Seleucia al Tigri (greco antico: Σελεύκεια) è un'antica città fondata tra il 305 e il 301 da Seleuco I Nicatore, iniziatore della dinastia seleucide, come sua capitale. Il centro si trovava sulla riva destra del fiume Tigri, in corrispondenza della confluenza con il canale che lo metteva in comunicazione con il fiume Eufrate. La capitale era destinata a sostituire in questa funzione l'antica Babilonia.
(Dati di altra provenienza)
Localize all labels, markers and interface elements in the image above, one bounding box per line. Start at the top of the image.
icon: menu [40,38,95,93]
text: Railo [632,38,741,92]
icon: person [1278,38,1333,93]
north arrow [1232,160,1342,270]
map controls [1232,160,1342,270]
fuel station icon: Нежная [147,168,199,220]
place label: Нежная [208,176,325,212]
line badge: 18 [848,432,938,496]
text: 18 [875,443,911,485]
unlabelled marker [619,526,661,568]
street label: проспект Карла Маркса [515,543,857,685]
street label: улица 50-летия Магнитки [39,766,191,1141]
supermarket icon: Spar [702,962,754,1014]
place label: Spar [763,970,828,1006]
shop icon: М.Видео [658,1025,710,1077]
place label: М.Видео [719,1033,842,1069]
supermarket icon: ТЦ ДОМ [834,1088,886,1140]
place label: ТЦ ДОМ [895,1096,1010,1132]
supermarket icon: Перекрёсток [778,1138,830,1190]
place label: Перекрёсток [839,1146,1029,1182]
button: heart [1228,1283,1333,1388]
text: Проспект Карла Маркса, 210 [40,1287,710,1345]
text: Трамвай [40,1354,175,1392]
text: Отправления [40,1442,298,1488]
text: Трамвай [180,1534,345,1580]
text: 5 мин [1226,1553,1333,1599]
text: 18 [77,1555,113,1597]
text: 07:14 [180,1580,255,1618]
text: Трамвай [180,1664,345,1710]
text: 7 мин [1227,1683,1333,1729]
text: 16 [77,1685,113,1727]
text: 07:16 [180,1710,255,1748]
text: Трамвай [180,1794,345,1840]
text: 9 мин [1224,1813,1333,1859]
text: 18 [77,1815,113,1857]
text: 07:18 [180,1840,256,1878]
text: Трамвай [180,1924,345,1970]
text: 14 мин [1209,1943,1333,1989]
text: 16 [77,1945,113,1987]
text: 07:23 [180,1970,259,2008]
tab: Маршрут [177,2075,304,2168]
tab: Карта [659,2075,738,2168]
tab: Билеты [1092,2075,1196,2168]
I testi dei sinodi della Chiesa d'Oriente si riferivano alla città come Salīq (siriaco: ܣܠܝܩ) o talvolta Māḥôzē (siriaco: ܡܚܘܙ̈ܐ) quando si riferivano alla metropoli di Seleucia-Ctesifonte.

I Sassanidi chiamarono la città orientale Veh-Ardashir (persiano: ویهاردشیر), gli arabi Bahurasīr.

Storia[modifica | modifica wikitesto]

Dettaglio di una statua di Ercole, proveniente da Seleucia; oggi al Museo nazionale iracheno.
Piccola statua di donna nuda, III-II secolo a.C.; oggi al Museo nazionale iracheno.

Seleucia, in quanto tale, fu fondata come prima capitale dell'Impero seleucide da Seleuco I Nicatore. La data di fondazione del 300 a.C. è stata proposta da Auguste Bouch-Leclerq nel 1914.[1] Altri studiosi hanno proposto il 306 a.C. e il 312 a.C..[2] Seleuco era uno dei diadochi successori di Alessandro Magno che, dopo la morte di quest'ultimo, si divisero l'impero. Anche se Seleuco spostò presto la sua capitale principale ad Antiochia, nel nord della Siria, Seleucia divenne un importante centro di commercio, cultura ellenistica e governo regionale sotto i Seleucidi.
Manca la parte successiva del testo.